▶ EXERCISE INSTRUCTIONS:
Each line of the entries below that holds "scale" is needed, copied in full.

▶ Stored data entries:
= Beginning of Section =
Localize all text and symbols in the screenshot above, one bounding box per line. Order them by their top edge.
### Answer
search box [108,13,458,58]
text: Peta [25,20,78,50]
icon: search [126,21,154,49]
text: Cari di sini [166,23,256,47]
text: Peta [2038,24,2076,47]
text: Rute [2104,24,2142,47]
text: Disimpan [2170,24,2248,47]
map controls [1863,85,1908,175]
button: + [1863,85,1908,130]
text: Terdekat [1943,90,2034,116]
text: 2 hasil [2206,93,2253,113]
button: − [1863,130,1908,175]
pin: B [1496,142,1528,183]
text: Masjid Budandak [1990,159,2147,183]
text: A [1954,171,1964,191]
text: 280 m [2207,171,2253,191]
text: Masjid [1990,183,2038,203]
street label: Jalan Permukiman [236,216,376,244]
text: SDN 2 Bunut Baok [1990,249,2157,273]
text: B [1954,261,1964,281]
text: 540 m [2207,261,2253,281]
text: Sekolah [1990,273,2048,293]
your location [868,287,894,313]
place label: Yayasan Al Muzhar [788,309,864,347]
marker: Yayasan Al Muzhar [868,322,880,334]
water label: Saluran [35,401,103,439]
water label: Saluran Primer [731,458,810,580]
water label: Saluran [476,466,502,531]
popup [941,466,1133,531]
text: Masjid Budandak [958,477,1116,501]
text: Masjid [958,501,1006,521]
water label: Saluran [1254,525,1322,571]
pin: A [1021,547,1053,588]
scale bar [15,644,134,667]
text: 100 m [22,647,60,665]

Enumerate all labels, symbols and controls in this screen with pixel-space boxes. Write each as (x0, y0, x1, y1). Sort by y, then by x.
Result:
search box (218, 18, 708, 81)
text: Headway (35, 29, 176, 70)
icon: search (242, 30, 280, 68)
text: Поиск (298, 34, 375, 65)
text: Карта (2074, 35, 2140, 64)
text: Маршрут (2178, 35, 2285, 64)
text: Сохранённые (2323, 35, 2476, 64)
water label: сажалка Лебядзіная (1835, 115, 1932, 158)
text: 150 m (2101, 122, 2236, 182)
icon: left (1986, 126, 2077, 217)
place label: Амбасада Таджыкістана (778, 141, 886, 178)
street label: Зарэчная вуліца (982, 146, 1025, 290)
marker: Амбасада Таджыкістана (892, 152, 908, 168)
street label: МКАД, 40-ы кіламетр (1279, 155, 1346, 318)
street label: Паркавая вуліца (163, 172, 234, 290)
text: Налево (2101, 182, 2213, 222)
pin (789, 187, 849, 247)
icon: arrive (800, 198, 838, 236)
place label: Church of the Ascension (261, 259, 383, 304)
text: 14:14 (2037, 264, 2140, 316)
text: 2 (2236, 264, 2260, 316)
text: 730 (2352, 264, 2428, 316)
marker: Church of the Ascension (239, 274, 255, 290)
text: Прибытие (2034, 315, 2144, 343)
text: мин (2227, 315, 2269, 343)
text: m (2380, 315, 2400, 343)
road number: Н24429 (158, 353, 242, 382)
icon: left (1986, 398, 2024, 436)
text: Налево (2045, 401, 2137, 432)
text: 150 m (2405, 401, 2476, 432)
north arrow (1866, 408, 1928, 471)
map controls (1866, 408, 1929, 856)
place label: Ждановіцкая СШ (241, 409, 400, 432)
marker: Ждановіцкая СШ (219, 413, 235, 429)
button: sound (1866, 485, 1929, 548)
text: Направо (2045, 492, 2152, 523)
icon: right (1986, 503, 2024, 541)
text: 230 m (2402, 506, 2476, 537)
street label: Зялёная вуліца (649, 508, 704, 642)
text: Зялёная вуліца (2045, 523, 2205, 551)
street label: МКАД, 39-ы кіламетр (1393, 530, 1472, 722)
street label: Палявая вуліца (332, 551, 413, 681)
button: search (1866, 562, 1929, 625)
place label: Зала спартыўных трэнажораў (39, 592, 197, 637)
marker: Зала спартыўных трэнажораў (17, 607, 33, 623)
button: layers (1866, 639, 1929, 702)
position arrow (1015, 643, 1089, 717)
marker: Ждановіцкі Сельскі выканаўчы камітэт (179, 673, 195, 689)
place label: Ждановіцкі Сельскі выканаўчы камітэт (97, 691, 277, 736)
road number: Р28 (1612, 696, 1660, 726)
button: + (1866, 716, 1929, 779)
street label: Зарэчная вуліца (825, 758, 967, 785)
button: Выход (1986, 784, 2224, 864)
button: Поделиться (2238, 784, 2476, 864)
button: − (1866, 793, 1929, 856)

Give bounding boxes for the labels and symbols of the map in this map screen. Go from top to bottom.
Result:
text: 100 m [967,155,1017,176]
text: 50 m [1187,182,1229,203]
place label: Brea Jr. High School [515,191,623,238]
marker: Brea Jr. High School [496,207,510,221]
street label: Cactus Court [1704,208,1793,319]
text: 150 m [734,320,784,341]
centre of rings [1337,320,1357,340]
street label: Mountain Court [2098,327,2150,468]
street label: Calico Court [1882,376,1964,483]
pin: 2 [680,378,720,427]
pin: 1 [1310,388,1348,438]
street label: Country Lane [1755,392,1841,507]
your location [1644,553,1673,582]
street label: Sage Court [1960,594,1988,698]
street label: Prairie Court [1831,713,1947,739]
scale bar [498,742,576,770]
= End of Section =
▶ SOLUTION FOR THIS PROBLEM:
scale bar [15,644,134,667]
scale bar [498,742,576,770]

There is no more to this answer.